*** GIVEN INFORMATION ***
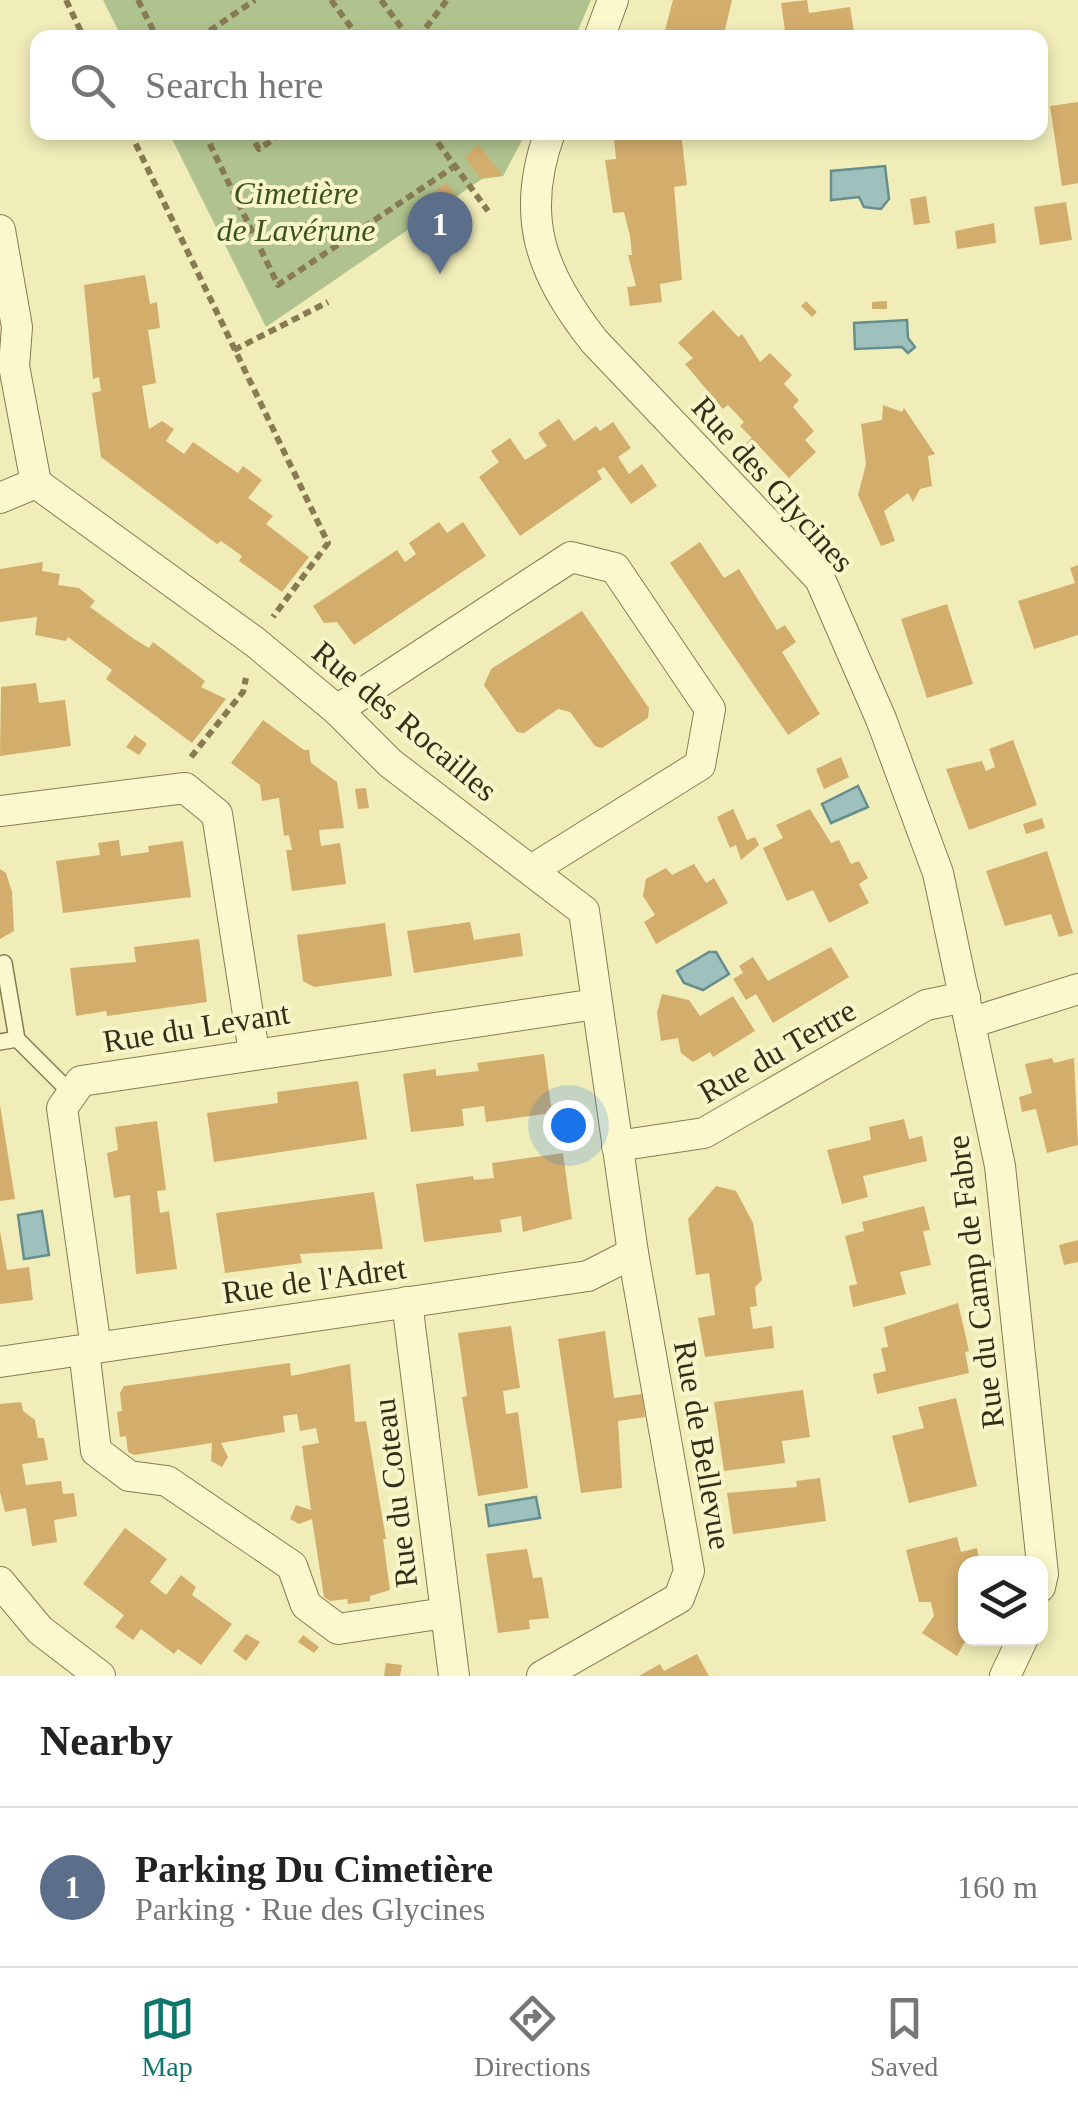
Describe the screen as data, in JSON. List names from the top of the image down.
{
  "streets": {
    "street": [
      "Rue des Glycines",
      "Rue des Rocailles",
      "Rue du Levant",
      "Rue du Tertre",
      "Rue de l'Adret",
      "Rue du Camp de Fabre",
      "Rue de Bellevue",
      "Rue du Coteau"
    ]
  },
  "crossings": [
    ["Rue des Glycines", "Rue du Tertre"],
    ["Rue des Glycines", "Rue du Camp de Fabre"],
    ["Rue des Rocailles", "Rue du Levant"],
    ["Rue des Rocailles", "Rue du Tertre"],
    ["Rue des Rocailles", "Rue de Bellevue"],
    ["Rue du Levant", "Rue de l'Adret"],
    ["Rue du Levant", "Rue du Coteau"],
    ["Rue du Tertre", "Rue du Camp de Fabre"],
    ["Rue du Tertre", "Rue de Bellevue"],
    ["Rue de l'Adret", "Rue de Bellevue"],
    ["Rue de l'Adret", "Rue du Coteau"]
  ],
  "parks": ["Cimetière de Lavérune"],
  "page": {
    "search": "Search here",
    "pins": "1",
    "heading": "Nearby",
    "list": [
      {
        "mark": "1",
        "name": "Parking Du Cimetière",
        "note": "Parking · Rue des Glycines",
        "value": "160 m"
      }
    ],
    "nav": ["Map", "Directions", "Saved"]
  }
}
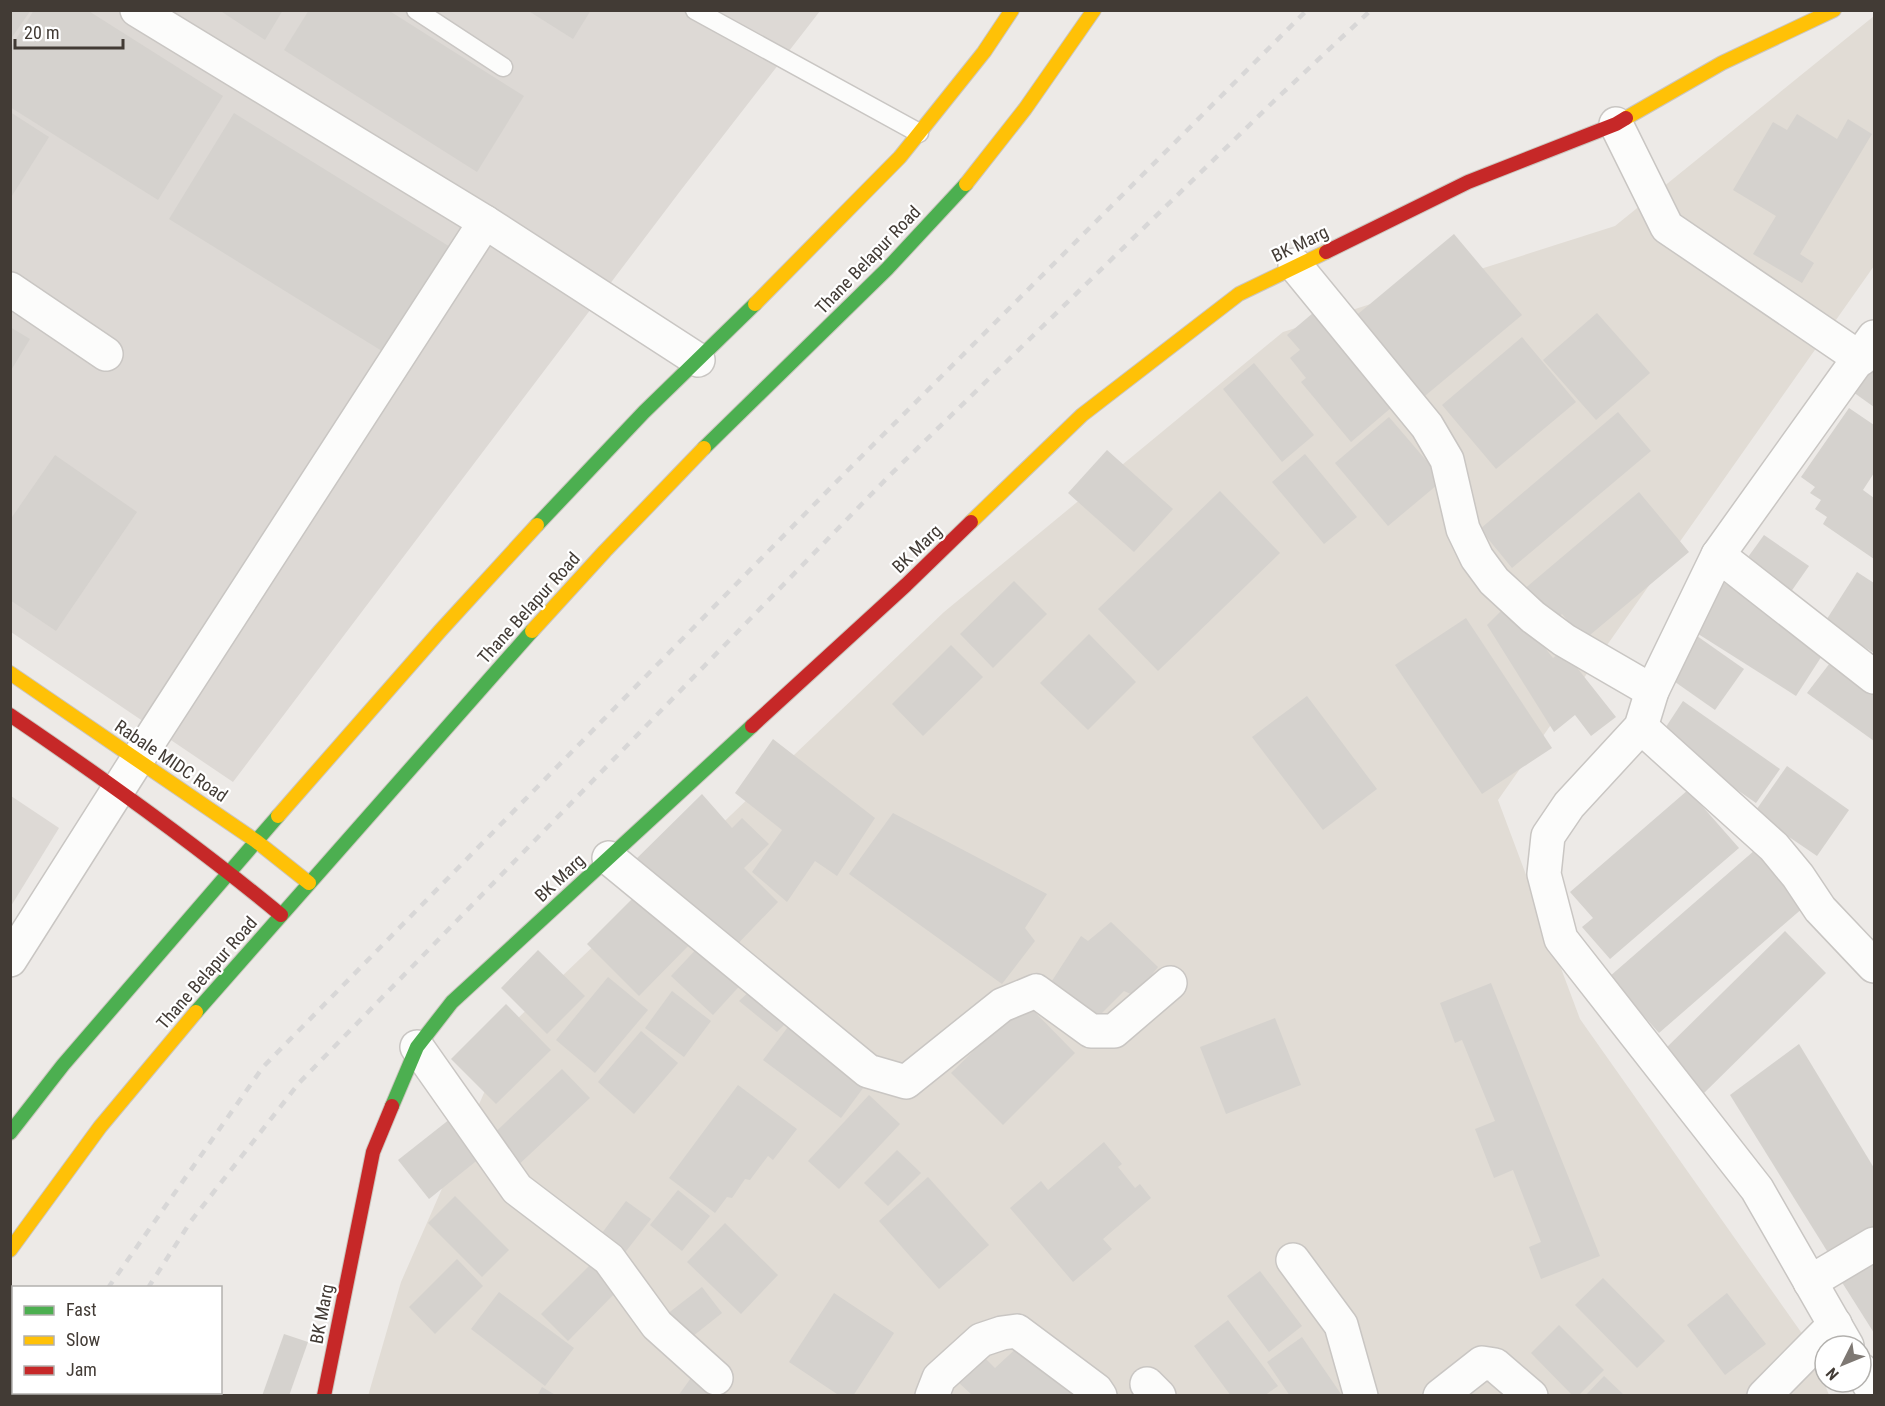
***
- [TASK DIRECTIONS] All lines above that contain "Camp" are required in the answer.

- [TASK ANSWER]
      "Rue du Camp de Fabre",
    ["Rue des Glycines", "Rue du Camp de Fabre"],
    ["Rue du Tertre", "Rue du Camp de Fabre"],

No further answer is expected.